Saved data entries
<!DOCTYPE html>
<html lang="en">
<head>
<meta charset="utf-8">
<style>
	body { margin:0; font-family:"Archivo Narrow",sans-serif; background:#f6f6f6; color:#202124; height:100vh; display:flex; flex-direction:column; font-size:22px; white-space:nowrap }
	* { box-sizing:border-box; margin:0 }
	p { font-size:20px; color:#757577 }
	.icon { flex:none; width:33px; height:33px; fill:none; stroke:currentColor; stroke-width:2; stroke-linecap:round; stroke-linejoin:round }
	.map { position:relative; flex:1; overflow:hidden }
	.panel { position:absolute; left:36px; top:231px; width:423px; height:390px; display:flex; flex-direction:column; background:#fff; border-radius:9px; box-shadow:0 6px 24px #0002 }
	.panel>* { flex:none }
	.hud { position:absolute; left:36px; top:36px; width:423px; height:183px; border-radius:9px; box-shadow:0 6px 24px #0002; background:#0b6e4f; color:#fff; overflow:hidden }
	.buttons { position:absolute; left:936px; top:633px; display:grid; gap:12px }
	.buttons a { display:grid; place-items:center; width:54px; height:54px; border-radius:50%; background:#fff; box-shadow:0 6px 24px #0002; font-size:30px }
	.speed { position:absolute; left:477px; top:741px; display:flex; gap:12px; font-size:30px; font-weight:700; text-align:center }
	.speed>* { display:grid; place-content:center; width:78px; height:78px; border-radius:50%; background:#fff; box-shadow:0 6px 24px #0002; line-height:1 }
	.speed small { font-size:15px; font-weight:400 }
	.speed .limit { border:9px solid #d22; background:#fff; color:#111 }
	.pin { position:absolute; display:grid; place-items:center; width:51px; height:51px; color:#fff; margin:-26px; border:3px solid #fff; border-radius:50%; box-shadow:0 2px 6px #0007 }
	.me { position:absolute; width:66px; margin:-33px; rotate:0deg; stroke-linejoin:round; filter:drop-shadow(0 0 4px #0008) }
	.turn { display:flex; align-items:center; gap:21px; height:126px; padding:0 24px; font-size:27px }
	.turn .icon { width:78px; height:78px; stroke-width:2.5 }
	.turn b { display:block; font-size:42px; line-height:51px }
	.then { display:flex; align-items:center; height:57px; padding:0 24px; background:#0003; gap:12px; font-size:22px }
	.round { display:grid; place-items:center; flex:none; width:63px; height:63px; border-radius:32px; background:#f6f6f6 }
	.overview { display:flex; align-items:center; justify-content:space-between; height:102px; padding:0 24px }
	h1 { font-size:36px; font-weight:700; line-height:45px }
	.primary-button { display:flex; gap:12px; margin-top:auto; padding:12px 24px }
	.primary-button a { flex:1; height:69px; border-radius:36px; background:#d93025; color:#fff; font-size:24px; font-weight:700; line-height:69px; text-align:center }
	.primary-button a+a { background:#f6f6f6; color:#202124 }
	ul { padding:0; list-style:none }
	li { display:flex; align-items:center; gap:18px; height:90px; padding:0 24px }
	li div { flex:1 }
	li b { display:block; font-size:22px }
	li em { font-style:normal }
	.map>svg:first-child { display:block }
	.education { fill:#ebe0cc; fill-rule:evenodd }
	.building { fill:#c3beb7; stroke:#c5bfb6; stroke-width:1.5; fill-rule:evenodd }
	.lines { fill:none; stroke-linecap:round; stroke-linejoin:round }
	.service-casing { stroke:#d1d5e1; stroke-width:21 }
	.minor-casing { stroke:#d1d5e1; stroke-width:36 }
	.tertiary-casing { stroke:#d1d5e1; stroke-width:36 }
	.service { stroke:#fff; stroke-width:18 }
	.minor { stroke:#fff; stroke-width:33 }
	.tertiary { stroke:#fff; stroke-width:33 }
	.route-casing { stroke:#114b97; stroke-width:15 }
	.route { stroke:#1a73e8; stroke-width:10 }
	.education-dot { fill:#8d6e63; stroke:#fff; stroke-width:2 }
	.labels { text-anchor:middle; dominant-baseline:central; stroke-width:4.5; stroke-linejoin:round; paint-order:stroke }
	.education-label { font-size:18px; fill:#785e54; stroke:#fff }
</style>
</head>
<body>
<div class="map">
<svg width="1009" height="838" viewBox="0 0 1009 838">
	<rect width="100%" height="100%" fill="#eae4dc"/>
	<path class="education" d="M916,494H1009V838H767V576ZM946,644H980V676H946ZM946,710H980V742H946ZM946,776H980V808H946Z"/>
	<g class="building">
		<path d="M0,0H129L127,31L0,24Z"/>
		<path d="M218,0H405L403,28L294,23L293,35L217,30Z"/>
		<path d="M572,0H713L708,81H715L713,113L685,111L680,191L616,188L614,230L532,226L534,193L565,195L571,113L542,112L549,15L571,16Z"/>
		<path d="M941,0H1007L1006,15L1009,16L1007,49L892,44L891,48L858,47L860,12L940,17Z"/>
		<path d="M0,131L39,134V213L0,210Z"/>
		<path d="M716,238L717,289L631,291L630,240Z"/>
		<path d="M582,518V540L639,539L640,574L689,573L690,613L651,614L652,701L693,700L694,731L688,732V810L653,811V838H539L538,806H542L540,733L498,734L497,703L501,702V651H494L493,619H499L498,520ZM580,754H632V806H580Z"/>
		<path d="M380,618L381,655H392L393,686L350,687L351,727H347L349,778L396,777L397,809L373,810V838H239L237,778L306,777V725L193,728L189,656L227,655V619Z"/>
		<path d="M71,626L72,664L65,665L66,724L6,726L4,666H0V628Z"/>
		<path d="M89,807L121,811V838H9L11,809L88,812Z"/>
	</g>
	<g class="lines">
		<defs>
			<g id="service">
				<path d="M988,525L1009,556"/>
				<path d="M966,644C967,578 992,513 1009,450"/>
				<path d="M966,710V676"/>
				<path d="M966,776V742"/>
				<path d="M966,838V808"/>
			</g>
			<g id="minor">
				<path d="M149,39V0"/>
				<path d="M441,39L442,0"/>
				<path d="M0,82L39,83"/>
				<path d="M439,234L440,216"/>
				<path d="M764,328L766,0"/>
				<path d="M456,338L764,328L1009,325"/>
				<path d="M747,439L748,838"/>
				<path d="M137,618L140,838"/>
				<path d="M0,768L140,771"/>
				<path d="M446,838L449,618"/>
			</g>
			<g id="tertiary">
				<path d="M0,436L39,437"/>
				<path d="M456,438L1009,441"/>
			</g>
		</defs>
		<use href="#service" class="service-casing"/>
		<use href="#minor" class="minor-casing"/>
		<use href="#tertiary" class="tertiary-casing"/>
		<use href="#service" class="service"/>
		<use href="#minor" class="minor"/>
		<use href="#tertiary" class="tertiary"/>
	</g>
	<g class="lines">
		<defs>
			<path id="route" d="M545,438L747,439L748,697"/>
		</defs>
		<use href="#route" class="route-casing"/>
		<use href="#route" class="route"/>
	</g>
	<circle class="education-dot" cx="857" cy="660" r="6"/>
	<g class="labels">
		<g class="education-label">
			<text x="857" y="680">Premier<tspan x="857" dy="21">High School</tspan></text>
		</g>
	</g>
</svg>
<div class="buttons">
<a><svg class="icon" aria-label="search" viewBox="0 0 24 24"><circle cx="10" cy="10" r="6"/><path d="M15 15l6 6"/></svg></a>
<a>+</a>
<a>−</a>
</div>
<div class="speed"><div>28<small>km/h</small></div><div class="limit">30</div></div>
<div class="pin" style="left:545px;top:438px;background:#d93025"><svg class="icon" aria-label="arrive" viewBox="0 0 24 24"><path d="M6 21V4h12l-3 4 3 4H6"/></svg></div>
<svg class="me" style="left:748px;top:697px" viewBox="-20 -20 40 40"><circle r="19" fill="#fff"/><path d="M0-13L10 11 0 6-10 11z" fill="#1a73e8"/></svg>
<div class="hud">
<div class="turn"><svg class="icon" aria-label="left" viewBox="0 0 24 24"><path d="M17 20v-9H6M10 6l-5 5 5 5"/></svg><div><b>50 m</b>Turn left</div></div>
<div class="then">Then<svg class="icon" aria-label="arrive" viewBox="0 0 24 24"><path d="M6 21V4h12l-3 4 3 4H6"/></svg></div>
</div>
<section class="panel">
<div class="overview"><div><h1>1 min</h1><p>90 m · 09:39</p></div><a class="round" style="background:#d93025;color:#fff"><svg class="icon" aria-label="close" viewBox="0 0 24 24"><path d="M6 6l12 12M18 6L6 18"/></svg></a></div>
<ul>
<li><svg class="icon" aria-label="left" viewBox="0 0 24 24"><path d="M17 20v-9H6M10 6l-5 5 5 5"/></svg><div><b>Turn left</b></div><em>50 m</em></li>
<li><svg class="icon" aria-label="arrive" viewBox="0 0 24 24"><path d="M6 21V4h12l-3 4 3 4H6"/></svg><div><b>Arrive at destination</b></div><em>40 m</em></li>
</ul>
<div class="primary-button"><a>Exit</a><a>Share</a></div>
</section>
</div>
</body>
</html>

◆ What to produce ◆
For each line in the records that holds "linecap", show that line as it stands.

◆ Answer for the task ◆
	.icon { flex:none; width:33px; height:33px; fill:none; stroke:currentColor; stroke-width:2; stroke-linecap:round; stroke-linejoin:round }
	.lines { fill:none; stroke-linecap:round; stroke-linejoin:round }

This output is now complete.